Apple is planning to build another data centre in Denmark as it struggles to get a similar data centre in Ireland off the ground.
The second Apple data centre in Denmark will cost the company $920 million (£815 million), according to local media reports. Construction is expected to start before the end of 2017.
In February 2015, Apple announced plans to spend €1.7 billion (£1.5 billion) on a data centre in Ireland and another in Denmark, with each one costing €850 million (£752 million).
The first Denmark data centre is expected to go live later this year but the project on the west coast of Ireland, just outside a small town called Athenry in County Galway, is yet to start.

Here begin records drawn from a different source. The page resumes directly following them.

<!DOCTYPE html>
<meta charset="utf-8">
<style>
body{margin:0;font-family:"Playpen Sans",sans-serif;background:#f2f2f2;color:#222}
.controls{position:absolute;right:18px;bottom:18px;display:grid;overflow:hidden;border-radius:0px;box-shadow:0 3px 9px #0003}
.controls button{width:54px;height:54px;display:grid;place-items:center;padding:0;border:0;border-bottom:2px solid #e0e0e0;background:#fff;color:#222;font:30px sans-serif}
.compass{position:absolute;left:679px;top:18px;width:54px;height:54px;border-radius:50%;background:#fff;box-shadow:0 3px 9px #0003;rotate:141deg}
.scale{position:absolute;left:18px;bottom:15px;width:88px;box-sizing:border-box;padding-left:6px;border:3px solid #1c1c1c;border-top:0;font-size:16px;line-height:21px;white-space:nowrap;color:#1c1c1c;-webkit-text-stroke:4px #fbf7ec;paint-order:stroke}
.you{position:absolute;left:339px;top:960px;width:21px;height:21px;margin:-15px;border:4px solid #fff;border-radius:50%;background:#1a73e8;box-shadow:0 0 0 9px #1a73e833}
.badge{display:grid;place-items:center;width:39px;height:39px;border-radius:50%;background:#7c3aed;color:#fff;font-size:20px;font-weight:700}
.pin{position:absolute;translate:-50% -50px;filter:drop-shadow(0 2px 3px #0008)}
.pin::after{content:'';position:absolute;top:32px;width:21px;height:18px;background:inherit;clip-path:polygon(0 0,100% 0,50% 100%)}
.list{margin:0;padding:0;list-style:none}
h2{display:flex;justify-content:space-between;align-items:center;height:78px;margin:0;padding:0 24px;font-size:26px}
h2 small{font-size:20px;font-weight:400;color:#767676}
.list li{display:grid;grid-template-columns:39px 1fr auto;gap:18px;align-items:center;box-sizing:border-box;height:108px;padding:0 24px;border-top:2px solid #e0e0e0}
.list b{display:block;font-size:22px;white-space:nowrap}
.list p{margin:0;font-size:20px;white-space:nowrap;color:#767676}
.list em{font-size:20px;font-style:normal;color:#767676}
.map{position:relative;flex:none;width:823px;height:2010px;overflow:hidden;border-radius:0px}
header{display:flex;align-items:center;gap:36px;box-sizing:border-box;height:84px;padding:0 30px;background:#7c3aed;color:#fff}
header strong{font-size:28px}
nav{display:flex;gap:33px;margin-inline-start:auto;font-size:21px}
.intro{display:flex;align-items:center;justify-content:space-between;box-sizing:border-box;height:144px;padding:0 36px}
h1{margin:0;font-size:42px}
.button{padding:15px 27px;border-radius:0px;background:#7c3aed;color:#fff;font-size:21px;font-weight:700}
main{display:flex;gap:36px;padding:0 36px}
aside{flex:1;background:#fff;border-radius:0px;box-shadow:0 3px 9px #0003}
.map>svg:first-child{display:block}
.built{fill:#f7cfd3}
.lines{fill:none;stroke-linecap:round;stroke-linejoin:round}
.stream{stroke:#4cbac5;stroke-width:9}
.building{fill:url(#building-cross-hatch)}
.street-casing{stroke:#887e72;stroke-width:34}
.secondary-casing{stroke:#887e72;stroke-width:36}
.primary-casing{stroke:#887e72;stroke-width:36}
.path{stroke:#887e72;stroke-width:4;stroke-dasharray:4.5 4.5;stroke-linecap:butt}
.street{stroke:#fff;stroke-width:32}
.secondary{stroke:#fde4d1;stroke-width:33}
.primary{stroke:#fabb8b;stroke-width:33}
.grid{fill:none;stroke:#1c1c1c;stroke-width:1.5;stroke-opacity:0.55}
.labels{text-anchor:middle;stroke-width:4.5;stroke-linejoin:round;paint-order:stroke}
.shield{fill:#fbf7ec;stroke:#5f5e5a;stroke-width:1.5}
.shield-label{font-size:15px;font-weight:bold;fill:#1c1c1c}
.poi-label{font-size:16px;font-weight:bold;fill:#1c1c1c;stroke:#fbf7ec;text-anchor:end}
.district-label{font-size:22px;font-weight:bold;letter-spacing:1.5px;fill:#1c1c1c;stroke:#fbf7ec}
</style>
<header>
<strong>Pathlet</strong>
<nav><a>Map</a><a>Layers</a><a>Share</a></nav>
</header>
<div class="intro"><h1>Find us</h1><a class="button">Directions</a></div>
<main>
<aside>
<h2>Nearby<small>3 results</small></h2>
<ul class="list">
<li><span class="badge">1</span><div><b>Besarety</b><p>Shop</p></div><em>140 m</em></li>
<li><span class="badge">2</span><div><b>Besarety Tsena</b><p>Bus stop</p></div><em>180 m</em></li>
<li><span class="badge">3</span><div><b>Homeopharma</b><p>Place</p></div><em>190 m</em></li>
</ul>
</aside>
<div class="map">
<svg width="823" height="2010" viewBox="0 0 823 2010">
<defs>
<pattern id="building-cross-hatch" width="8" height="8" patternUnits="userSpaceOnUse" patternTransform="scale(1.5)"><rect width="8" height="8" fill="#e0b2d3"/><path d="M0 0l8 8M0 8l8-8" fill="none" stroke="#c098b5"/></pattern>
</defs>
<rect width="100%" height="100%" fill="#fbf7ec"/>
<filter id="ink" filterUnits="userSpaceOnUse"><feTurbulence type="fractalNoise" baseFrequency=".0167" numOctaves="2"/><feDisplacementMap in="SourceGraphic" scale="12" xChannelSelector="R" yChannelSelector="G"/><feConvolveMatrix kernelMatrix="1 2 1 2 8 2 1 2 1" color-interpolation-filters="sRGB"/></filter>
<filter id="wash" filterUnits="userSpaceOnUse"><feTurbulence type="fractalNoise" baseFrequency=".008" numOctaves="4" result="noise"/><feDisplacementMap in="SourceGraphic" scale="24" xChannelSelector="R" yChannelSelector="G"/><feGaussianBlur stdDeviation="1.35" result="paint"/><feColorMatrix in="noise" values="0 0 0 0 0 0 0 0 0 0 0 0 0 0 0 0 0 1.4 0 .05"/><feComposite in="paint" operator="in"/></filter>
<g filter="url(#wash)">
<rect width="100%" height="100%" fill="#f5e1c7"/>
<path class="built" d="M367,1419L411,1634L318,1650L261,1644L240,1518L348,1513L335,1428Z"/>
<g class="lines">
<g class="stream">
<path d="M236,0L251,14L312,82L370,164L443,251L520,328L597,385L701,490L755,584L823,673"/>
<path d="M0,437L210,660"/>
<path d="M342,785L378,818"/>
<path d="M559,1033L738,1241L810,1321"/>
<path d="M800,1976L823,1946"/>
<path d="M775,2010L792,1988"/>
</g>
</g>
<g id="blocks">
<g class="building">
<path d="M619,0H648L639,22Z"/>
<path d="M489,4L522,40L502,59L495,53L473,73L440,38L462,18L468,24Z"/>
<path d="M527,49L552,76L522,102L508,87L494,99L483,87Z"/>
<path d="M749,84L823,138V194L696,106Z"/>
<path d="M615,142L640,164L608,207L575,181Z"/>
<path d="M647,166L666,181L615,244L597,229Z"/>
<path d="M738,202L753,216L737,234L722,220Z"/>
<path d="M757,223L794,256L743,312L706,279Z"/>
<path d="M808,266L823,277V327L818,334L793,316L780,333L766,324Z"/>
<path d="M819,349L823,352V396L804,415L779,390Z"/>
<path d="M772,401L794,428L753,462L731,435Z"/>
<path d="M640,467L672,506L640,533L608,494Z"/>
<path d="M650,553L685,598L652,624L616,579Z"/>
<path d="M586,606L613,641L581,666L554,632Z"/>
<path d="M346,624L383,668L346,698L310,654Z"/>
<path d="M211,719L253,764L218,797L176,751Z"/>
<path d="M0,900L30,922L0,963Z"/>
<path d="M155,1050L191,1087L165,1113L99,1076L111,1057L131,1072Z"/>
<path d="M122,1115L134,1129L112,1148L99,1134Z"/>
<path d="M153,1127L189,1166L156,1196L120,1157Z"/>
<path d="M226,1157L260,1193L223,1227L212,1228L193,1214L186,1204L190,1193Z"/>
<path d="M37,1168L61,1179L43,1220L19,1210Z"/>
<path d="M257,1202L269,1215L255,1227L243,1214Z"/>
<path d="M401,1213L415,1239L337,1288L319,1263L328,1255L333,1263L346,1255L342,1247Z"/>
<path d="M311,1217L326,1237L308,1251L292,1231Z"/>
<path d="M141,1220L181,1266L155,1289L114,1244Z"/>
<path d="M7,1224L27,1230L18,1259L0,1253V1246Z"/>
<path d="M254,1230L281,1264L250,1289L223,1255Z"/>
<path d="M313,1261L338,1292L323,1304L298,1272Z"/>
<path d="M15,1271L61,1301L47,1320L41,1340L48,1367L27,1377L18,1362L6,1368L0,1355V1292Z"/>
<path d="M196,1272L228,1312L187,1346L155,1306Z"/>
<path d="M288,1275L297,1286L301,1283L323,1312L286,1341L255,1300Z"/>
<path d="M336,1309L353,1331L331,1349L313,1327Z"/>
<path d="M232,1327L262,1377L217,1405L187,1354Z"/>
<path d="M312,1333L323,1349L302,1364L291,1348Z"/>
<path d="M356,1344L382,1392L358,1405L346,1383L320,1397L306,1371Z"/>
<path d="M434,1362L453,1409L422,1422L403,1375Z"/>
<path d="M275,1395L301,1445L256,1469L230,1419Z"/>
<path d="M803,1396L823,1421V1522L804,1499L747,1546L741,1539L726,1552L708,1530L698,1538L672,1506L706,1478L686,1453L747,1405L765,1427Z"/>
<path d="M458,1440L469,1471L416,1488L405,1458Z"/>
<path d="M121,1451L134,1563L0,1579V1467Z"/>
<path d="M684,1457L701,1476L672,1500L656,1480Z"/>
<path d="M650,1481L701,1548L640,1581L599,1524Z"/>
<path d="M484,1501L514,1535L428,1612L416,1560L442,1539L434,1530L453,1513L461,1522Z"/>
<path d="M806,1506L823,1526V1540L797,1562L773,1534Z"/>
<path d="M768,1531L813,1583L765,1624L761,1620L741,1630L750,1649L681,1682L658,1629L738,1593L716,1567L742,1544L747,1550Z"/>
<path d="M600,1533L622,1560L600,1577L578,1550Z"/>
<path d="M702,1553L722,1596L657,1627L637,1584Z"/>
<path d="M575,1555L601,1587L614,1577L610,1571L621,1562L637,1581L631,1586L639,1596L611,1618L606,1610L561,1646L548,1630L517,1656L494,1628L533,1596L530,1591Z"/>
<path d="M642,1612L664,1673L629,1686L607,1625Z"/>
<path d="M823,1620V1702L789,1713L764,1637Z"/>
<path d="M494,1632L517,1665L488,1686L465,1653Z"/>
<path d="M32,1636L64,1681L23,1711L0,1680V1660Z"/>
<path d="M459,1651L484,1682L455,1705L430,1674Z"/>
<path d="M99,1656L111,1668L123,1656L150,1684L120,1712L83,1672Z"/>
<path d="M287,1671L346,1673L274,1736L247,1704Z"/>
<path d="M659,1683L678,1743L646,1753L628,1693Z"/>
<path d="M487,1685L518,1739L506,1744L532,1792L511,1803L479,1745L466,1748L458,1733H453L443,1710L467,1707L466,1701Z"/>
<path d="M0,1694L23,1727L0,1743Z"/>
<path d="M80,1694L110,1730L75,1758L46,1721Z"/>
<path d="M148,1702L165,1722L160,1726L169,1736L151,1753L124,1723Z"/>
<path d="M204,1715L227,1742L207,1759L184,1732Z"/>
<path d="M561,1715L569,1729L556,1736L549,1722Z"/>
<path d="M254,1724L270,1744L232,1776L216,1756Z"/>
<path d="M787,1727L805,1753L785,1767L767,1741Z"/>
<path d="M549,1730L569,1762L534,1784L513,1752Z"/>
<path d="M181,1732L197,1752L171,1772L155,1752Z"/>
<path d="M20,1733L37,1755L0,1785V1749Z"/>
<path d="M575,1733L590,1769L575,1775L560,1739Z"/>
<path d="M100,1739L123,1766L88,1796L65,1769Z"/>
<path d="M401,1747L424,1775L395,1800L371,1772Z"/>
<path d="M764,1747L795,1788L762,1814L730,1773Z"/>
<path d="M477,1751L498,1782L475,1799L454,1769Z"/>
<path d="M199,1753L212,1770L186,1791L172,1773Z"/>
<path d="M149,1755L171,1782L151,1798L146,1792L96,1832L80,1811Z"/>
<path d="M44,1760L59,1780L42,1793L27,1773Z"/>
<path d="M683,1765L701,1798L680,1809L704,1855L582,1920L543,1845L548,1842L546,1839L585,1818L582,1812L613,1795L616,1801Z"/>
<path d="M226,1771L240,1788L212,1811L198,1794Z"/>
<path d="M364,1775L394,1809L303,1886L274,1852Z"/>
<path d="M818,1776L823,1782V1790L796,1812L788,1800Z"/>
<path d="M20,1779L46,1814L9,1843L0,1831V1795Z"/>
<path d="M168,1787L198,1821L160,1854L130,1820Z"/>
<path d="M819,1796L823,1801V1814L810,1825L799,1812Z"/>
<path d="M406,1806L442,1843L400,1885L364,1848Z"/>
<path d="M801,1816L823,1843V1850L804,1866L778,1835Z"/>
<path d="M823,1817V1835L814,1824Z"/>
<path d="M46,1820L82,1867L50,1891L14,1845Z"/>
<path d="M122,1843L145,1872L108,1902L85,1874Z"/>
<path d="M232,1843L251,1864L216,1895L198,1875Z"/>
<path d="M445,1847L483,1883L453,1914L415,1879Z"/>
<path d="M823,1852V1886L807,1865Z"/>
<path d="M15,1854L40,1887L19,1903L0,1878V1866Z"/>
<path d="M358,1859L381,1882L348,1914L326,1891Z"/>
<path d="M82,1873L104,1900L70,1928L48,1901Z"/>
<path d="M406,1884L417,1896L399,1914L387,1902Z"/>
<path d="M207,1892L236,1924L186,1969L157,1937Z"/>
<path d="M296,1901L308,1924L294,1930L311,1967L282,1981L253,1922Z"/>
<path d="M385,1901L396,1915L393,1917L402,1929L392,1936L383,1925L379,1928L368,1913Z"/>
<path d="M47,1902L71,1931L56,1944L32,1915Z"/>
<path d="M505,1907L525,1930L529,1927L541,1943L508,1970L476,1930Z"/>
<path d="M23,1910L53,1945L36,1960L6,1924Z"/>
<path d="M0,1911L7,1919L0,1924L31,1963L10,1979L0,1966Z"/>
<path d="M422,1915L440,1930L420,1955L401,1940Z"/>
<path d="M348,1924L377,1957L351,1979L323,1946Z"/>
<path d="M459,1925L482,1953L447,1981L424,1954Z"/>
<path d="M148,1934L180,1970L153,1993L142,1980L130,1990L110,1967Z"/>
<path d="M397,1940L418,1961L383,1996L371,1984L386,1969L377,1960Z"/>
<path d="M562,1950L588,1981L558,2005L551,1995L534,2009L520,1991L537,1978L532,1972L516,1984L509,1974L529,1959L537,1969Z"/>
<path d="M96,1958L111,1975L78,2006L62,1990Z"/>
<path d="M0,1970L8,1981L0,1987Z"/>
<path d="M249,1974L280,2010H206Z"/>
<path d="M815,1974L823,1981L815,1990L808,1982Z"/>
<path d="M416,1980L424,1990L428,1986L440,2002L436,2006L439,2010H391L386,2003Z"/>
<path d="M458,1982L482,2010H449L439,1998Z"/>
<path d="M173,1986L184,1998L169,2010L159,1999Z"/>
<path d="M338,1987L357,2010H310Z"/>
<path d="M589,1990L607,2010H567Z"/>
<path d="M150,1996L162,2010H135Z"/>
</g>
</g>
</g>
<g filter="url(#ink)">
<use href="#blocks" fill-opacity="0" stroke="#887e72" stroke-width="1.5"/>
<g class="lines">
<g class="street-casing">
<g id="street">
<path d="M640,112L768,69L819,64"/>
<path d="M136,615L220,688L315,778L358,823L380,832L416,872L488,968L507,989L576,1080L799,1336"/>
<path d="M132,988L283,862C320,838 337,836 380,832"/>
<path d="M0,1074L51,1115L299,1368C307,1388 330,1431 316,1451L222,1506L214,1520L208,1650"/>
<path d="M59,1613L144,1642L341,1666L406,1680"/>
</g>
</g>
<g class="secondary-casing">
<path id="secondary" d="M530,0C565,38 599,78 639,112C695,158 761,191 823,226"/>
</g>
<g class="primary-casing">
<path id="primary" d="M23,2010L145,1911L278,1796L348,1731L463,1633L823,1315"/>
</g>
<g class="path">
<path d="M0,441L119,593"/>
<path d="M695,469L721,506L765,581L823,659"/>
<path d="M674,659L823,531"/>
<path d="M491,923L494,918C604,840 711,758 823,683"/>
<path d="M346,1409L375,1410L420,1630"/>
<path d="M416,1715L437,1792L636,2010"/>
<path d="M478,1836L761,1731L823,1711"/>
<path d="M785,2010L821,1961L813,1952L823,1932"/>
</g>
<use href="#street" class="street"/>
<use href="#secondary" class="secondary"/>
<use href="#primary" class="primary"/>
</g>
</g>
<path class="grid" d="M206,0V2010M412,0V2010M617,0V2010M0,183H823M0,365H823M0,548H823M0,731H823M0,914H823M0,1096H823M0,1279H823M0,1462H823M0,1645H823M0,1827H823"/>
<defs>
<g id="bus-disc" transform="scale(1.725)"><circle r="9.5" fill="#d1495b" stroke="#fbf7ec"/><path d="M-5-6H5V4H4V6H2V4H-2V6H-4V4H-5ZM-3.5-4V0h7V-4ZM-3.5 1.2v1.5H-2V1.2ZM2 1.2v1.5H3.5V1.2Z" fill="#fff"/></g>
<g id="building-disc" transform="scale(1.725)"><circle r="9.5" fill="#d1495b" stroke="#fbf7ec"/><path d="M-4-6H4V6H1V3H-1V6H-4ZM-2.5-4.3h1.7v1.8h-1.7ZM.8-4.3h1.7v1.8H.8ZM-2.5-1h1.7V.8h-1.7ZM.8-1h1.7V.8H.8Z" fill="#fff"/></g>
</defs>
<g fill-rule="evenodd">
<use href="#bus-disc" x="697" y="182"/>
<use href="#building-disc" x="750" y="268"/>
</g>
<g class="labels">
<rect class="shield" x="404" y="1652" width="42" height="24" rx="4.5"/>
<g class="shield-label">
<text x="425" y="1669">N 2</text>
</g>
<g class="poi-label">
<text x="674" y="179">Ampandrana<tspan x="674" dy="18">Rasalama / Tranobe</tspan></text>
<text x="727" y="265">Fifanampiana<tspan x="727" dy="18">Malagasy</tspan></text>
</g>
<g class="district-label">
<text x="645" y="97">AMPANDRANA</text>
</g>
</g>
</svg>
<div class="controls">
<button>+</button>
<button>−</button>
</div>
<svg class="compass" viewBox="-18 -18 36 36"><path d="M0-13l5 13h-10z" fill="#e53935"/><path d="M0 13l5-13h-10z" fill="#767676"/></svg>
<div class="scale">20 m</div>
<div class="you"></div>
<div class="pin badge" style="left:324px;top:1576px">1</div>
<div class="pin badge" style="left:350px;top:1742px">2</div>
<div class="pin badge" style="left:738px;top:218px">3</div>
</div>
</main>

Apple wants to build eight data halls on a 500-acre site in Derrydonnell Forest, which is owned by state-sponsored forestry firm Coillte, and situated roughly three miles from Athenry.
Apple’s Athenry data centre has been welcomed by a large number of local residents but the Cupertino company is facing stiff opposition from a tiny handful of people who have raised environmental and planning concerns.
- Apple Maps/Skitch
Galway County Council granted Apple planning permission in September 2015 but eight objectors took the issue to local planning body An Bord Pleanála. Following public hearings in Galway last summer, An Bord Pleanála gave Apple the go-ahead to build the facility in August.
But local residents Sinéad Fitzpatrick, Allan Daly, and Wicklow landowner Brian McDonagh asked the High Court for a judicial review on environmental grounds, something that could delay the project by a year and a half.
Apple managed to get the case fast-tracked through Ireland’s Commercial Court after it filed a request last November but a final decision is yet to be passed.
The data centre case is now expected to be heard in court on July 30, Galway Bay FM reports.
Apple wants to use the data centres to store European user data and to help power online services, including the iTunes Store, the App Store, iMessage, Maps, and Siri for customers across Europe.
Peter Feeney, a Fine Gael county councillor for Galway, told The Times that Apple’s second Danish centre appears to be a “replacement or alternative” for the Athenry project.
“I can’t blame Apple,” Feeney reportedly said. “They’re two and a half years waiting for a result. If they decided to leave it would be hugely regrettable and heartbreaking for a lot of people. If it’s true, it’s a body blow for Galway. It would leave a bad taste.”
Business Insider has asked Apple if the second Danish data centre is being built as a replacement for the intended Irish data centre. Apple declined to comment.
An Apple spokesperson did however provide the following statement:
“Apple is proud to be a powerful engine of growth across Europe, supporting over 1.5 million jobs in the region. Our data centers power billions of iMessages, answers from Siri, and song downloads from iTunes and help to ensure the fastest possible response speeds for our customers.
“As they all run on 100% renewable energy that means no matter how much data they handle, there is zero greenhouse gas emissions impact from their electricity use. We’re thrilled to be expanding our data center operations in Denmark, and investing in new sources of clean power. The planned facility in Aabenraa, like all of our data centers, will run on 100 percent renewable energy from day one, thanks to new clean energy sources we’re adding.”